Thu 25 October 2012 | -- (permalink)
In my software/hardware setup post, I talked a little bit about working on a remote machine. As promised, here are the details about how I make interactive coding easy for me.
Let's start from the very very beginning. Our department has a pretty sweet set of really powerful computers ("the cluster") available for us to use. Because the computers are so awesome, they have to be kept in a room that is specially cooled and maintained, and they don't have desktops that we can sit down and interact with. As such, you need to use a different computer (i.e., a laptop) to remotely log in to the cluster and either (a) start an interactive session, in which you can type commands into the Linux shell, or open up an interactive version of (say) R or python and type commands there, or (b) submit a batch job or shell script to run without user interaction.
Batch jobs and scripts are pretty straightforward, so I'm not going to yammer on about that in this post. But working interactively is a little trickier, mostly because it's good practice (in the name of reproducible research, scientific integrity, and organization) to keep a record of the commands you run to get your results. If you get results interactively on the remote machine, there's not a built-in way to do this. But never fear! Software and shortcuts exist that allow you to save a script on your local computer, but run each line of that script interactively on the remote machine. Since statisticians like me usually do most interactive work in R, I'll describe here how I run a local R script interactively on the cluster.
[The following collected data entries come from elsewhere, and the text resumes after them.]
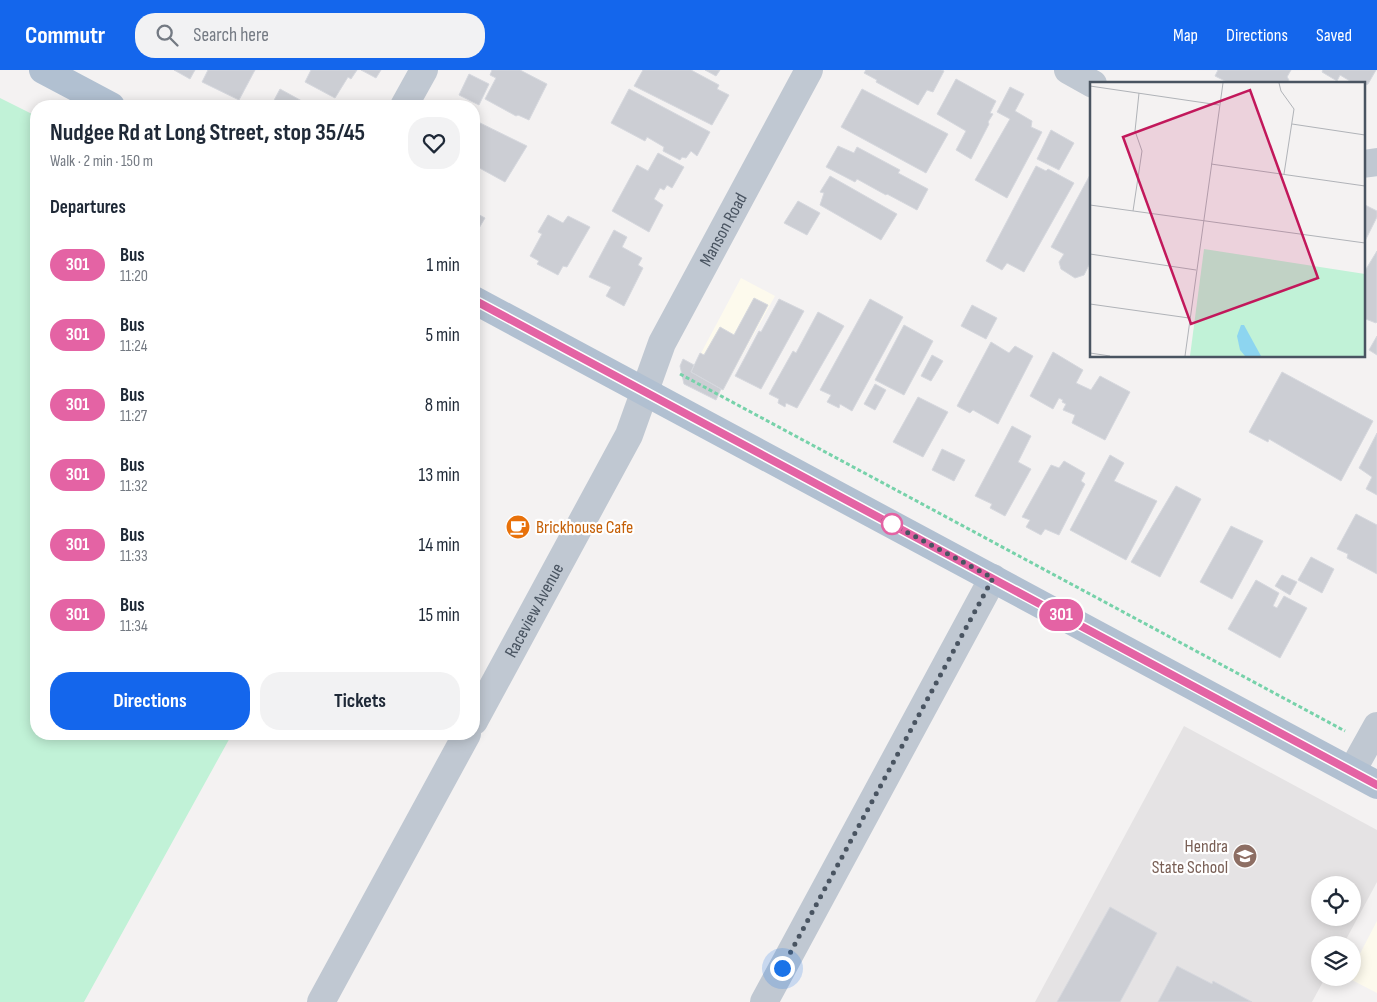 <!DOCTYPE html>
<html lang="en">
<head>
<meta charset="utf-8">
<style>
  :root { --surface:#fff; --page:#f2f2f3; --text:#1f2937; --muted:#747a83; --accent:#1466ec }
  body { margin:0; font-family:"Sofia Sans Condensed",sans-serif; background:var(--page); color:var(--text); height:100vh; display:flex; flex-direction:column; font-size:19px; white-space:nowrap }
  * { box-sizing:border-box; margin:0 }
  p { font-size:16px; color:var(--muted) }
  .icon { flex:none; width:28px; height:28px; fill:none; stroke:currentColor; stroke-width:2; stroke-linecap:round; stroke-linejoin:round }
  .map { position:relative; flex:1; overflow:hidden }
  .side { position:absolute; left:30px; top:30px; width:450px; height:640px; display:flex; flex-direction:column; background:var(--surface); border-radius:20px; box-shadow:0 2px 12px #0003 }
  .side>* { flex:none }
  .badge { padding:0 10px; border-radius:16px; font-size:18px; line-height:32px }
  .tools { position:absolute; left:1311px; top:806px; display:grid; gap:10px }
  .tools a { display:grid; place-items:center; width:50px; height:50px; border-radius:50%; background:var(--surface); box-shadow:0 2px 12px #0003; font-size:25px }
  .you { position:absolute; width:25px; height:25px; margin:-12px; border:4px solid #fff; border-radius:50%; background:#1a73e8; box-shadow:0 0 0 8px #1a73e833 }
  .map>.badge { position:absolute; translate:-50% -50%; box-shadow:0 0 0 2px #fff }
  h2 { padding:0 20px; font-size:19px; line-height:45px }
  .round { display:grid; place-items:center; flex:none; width:52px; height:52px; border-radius:20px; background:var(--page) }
  .headline { display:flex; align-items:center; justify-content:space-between; height:85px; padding:0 20px }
  h1 { font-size:24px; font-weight:700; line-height:38px }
  .action { display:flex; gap:10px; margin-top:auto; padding:10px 20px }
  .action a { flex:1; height:58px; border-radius:20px; background:var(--accent); color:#fff; font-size:20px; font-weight:700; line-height:58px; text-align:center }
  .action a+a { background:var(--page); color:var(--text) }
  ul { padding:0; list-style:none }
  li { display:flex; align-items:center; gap:15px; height:70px; padding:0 20px }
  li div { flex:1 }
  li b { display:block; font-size:19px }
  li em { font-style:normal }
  li .badge { min-width:55px; font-weight:700; text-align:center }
  header { display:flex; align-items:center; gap:30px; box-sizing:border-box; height:70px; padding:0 25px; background:var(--accent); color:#fff }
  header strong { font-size:24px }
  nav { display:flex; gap:28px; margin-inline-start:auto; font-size:18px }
  .search { width:350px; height:45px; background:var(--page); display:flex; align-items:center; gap:12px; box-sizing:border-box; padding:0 18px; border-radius:20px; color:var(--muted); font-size:19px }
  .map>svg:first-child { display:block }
  .commercial { fill:#fdfaed }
  .education { fill:#e5e3e4; fill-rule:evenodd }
  .green { fill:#c1f2d7 }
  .building { fill:#ccced4; stroke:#d6d8de }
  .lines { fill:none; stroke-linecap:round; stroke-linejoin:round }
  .path { stroke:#77d2aa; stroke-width:3; stroke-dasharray:4 2.5; stroke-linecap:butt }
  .minor { stroke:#c0c8d2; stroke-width:28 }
  .major { stroke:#b1c0d1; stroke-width:28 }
  .line-casing { stroke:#fff; stroke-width:11 }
  .line { stroke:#e463a4; stroke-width:8 }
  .walk { stroke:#495461; stroke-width:5; stroke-dasharray:0 9 }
  .stop-dot { fill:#fff; stroke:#e463a4; stroke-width:2.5 }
  .labels { text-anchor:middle; stroke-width:4.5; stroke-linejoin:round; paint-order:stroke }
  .street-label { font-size:18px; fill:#495461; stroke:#fff }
  .food-label { font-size:18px; fill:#c56008; stroke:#fff; text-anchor:start }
  .education-label { font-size:18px; fill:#785e54; stroke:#fff; text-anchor:end }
  .inset-road { fill:none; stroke:#b0b3b8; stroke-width:1 }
  .view { fill:#c2185b; fill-opacity:0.15; stroke:#c2185b; stroke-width:2.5 }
  .inset-edge { fill:none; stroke:#495461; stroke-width:2.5 }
</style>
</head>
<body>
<header>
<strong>Commutr</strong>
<div class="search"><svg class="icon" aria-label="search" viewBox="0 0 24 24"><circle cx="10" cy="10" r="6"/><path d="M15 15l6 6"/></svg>Search here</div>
<nav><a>Map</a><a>Directions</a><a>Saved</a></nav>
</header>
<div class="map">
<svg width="1377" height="932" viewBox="0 0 1377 932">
  <rect width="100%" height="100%" fill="#f4f2f2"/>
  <!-- commercial -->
  <path class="commercial" d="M741,208L775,226L723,320L691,302Z
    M1377,851V923L1348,908H1352L1353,897Z"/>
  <!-- education -->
  <path class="education" d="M1184,656L1377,760V812L1343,875H1320V908H1325L1312,932H1035ZM1320,815H1352V848H1320Z"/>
  <!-- green -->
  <path class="green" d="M0,28L36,46V664H232L84,932H0Z"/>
  <!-- building -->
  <path class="building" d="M174,0H195L190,9Z
    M208,0H255L239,30L202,12Z
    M311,0H357L351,9L348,7L335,28L305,12Z
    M361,0H381L376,8Z
    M492,0H520L547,14L529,50L518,45L516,46L485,29L496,8L490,5Z
    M643,0H691L719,15L717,19L729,25L712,55L634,16Z
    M705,0H720L716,6Z
    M866,0H941L944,1L933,22L927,20L918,35L876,12L877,10L864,3Z
    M1218,0H1291L1287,7L1289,10L1287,14H1231L1215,6Z
    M1323,0H1376L1368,14L1363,16V14H1355L1340,5L1337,11L1322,2Z
    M469,4L489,14L479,35L459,25Z
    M956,9L996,31L990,43L993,44L988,52L989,54L971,89L956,80L966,61L937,44Z
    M1010,17L1024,24L1015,41L1032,51L1031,57L1042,62L1007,128L975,110L1010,49L997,42Z
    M280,19L311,36H271Z
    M629,19L710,62L697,86L691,81L686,88L682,87L680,90L663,81L664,77L647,67L645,71L611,53Z
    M862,19L948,64L926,103L841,57Z
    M474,50L527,76L505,112L474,95Z
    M1051,60L1074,73L1059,100L1037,89Z
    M838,76L854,83L857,77L900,100L898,103L928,119L917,140L887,124L886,125L857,109L855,112L826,97Z
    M658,83L684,97L672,118L667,115L664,120L660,118L654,129L663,135L649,162L612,141L637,95L648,101Z
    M1036,96L1046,101L1048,99L1074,113L1024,202L1007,193L1002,200L986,191Z
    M1091,103V191L1084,205L1075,208L1061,199L1059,192L1064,184L1051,177Z
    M830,106L897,144L881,170L820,135L824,123L820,122Z
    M798,131L820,143L807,165L784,153Z
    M1363,134L1377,141V147L1363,175Z
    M474,142L485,148L475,165L474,164Z
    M548,145L563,153L568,146L590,157L567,197L563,196L558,205L537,194L539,191L530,186L542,164L538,162Z
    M614,160L627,167L622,177L642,188L638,195L643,198L624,236L606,226L611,217L589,207Z
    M1377,181V252L1376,253L1363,248V204Z
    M754,228L768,235L723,320L691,302L700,283L704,285L720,257L734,265Z
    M779,229L804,241L761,319L735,306L759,261L761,262Z
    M870,229L903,247L852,341L840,334L839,338L827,332L831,325L820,320Z
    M972,235L997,248L986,269L961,256Z
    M818,242L844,256L797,338L786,333L785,337L778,333L779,329L769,324L793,281L796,283Z
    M904,255L933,271L904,325L875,310Z
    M1377,266V285L1369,280Z
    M991,272L1009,283L1015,276L1033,286L998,354L973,340L970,343L957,336Z
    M1053,282L1083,300L1076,313L1091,320L1100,306L1130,322L1105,370L1072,353L1075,345L1063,340L1066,334L1062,332L1063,330L1059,328L1053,339L1030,326Z
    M932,285L943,291L931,311L921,306Z
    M683,289L694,295L691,302L721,319L716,330L684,314L680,296Z
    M1282,302L1373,351L1341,411L1269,369L1268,372L1249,362Z
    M875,314L886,320L875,340L864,334Z
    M918,327L948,342L923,387L893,372Z
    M1012,356L1031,366L1018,392L1031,399L1005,446L990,438L992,434L975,426Z
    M1377,363V425L1366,419L1372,407L1359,398Z
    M942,379L965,390L954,411L932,400Z
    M1110,385L1124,393L1114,411L1157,431L1126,490L1070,460Z
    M1064,391L1085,403L1081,411L1085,414L1059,465L1045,459L1041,465L1026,457L1030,450L1022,447L1051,395L1059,398Z
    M1176,416L1201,429L1160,507L1131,492Z
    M1356,444L1377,455V504L1347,488L1348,484L1337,479Z
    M1231,456L1263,471L1232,529L1200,512Z
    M1311,487L1334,499L1322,523L1298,510Z
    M1282,505L1297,512L1290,525L1275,516Z
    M1256,510L1279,523L1273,536L1277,538L1284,526L1307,538L1280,588L1228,559Z
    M1110,837L1157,863L1120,932H1057Z
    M1177,896L1212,914L1213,911L1252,932H1158Z"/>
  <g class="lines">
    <!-- path -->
    <path class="path" d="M680,304L1345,661"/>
    <!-- minor -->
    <g class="minor">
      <path d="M1068,0L1093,14"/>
      <path d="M404,36L424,0"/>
      <path d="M1363,94L1377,92"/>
      <path id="s1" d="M474,651L629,365L662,273L809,0"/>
      <path d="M1352,701L1377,656"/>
      <path d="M321,932L467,664"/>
      <path d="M764,932L993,508"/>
    </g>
    <!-- major -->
    <path class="major" d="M43,0L111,36
      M474,230L1377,715"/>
  </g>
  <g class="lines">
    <defs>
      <path id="line" d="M474,230L1377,715"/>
    </defs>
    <!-- line casing -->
    <use href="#line" class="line-casing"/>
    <!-- line -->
    <use href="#line" class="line"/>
    <!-- walk -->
    <path class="walk" d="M782,898L993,508L884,450L892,454"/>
  </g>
  <!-- icons -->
  <defs>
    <symbol id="cafe-disc" viewBox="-11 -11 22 22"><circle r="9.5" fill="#e8710a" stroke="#fff"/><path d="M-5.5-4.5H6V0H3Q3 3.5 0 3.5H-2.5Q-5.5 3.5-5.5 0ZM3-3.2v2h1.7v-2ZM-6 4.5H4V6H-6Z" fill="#fff"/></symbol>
    <symbol id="school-disc" viewBox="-11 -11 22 22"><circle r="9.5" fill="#8d6e63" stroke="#fff"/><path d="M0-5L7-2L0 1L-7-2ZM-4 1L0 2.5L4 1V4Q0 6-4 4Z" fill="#fff"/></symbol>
  </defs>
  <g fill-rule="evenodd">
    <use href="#cafe-disc" x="504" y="443" width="28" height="28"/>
    <use href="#school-disc" x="1231" y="772" width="28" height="28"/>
  </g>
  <!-- markers -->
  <circle class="stop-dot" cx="892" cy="454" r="10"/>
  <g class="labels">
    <!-- street labels -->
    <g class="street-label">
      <text dy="6" stroke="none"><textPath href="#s1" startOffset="552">Manson Road</textPath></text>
      <text dy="6" stroke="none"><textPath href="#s1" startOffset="126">Raceview Avenue</textPath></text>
    </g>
    <!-- food labels -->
    <g class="food-label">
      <text x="536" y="463">Brickhouse Cafe</text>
    </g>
    <!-- education labels -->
    <g class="education-label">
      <text x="1228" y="782">Hendra<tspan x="1228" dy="21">State School</tspan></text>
    </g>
  </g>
  <!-- overview -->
  <g transform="translate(1090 12)">
    <rect width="275" height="275" fill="#f4f2f2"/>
    <path d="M114,167L275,192V274H100Z" fill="#c1f2d7"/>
    <path d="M151,243H154L171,274H155L150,268L147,254Z" fill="#8dd5f0"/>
    <path class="inset-road" d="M189,1L191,9L204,27L194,92M0,4L129,23M202,42L275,53M121,82L275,104M0,123L275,161M43,129L52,69L45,49L49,11M0,172L106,188M0,222L99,236M0,271L20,274M95,274L133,1"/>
    <path class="view" d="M160,8L228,196L101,242L33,55Z"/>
    <rect width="275" height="275" class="inset-edge"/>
  </g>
</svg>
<div class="tools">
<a><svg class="icon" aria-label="locate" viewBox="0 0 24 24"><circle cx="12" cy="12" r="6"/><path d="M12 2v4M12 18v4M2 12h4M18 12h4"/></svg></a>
<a><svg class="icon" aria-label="layers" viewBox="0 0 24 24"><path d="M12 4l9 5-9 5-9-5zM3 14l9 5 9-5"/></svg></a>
</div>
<div class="you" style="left:782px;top:898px"></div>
<b class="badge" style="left:1061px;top:545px;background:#e463a4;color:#fff">301</b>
<section class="side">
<div class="headline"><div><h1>Nudgee Rd at Long Street, stop 35/45</h1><p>Walk · 2 min · 150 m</p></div><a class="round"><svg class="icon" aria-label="heart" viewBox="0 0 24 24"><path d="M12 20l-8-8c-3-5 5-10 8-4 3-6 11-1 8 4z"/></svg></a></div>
<h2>Departures</h2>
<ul>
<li><span class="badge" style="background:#e463a4;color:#fff">301</span><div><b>Bus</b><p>11:20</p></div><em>1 min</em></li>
<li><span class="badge" style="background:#e463a4;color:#fff">301</span><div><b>Bus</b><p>11:24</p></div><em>5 min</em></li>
<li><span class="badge" style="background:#e463a4;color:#fff">301</span><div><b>Bus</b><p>11:27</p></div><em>8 min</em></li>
<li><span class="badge" style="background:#e463a4;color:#fff">301</span><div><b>Bus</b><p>11:32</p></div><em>13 min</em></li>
<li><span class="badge" style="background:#e463a4;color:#fff">301</span><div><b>Bus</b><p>11:33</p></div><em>14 min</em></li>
<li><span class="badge" style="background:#e463a4;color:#fff">301</span><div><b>Bus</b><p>11:34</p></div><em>15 min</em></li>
</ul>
<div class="action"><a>Directions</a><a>Tickets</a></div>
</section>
</div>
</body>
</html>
I'm currently a Mac user, so my main tool for this purpose is Aquamacs. This is basically a version of an Emacs text editor. My opinion on Emacs is that it's a really powerful tool, but requires a lot of customization to access all that power, and it has pretty funky keyboard shortcuts. Aquamacs allows you to use either Emacs keyboard shortcuts OR common Mac keyboard shortcuts (e.g., command-Z for undo) in an Emacs session, which I find really useful. Aquamacs makes use of ESS (Emacs Speaks Statistics) when interacting with R.
So let's get to the point: here are the steps!
(1) Install Aquamacs.
(2) Open your local R script inside Aquamacs.
(3) Type M-x shell (M means escape key), which will basically open up a Terminal window inside Aquamacs. (Once you hit M-x, you won't be typing in the R script anymore, but will see your stuff appear at the bottom of the window).
(4) In the Terminal window that just opened up, log in to the remote machine. (I'm making the assumption here that the login process to the remote machine involves some variant of an "ssh" command in the terminal.)
(5) Click Window > Move tab to new frame. The terminal window will slide over to the other side of your computer, so you're now seeing the R script and the prompt of the remote machine simultaneously.
(6) Start R on the remote machine.
(7) Staying in the remote-machine-R window, type M-x ess-remote. You'll then be prompted for a dialect - type r - the line "options(STERM='iESS')" will have been run inside your R session.
(8) Move back to the local R script. You can now run line-by-line on the remote machine either using control-n to run just the current line, or using control-r to run a block of highlighted lines.
This has worked pretty well for me, but I am definitely interested in hearing others' ideas if someone knows of a more efficient way to do this from a Mac. I use Aquamacs almost exclusively for this, which feels a little like using a sledgehammer for a tiny little nail, since I'm not really harnessing all the power of Aquamacs/Emacs or using it for any of its other intended purposes, and I haven't put a lot of time into customizing it. But it does get the job done, and it's definitely better than the ol' copy-paste trick.
I'm incredibly happy with my Macbook (it's a delightfully fast, beautiful, efficient computer), but I really really miss Notepad++, the best text editor I've ever known - it's Windows-only. Running interactively on a PC is smoother than the Mac workflow I described above: it basically involves (1) logging into the remote machine using something like PuTTY and opening R, (2) opening up your local R script in Notepad++, and (3) hitting F9 to run a line or highlighted set of lines. So much more elegantly simple! Something for Mac software developers to aspire to, I suppose...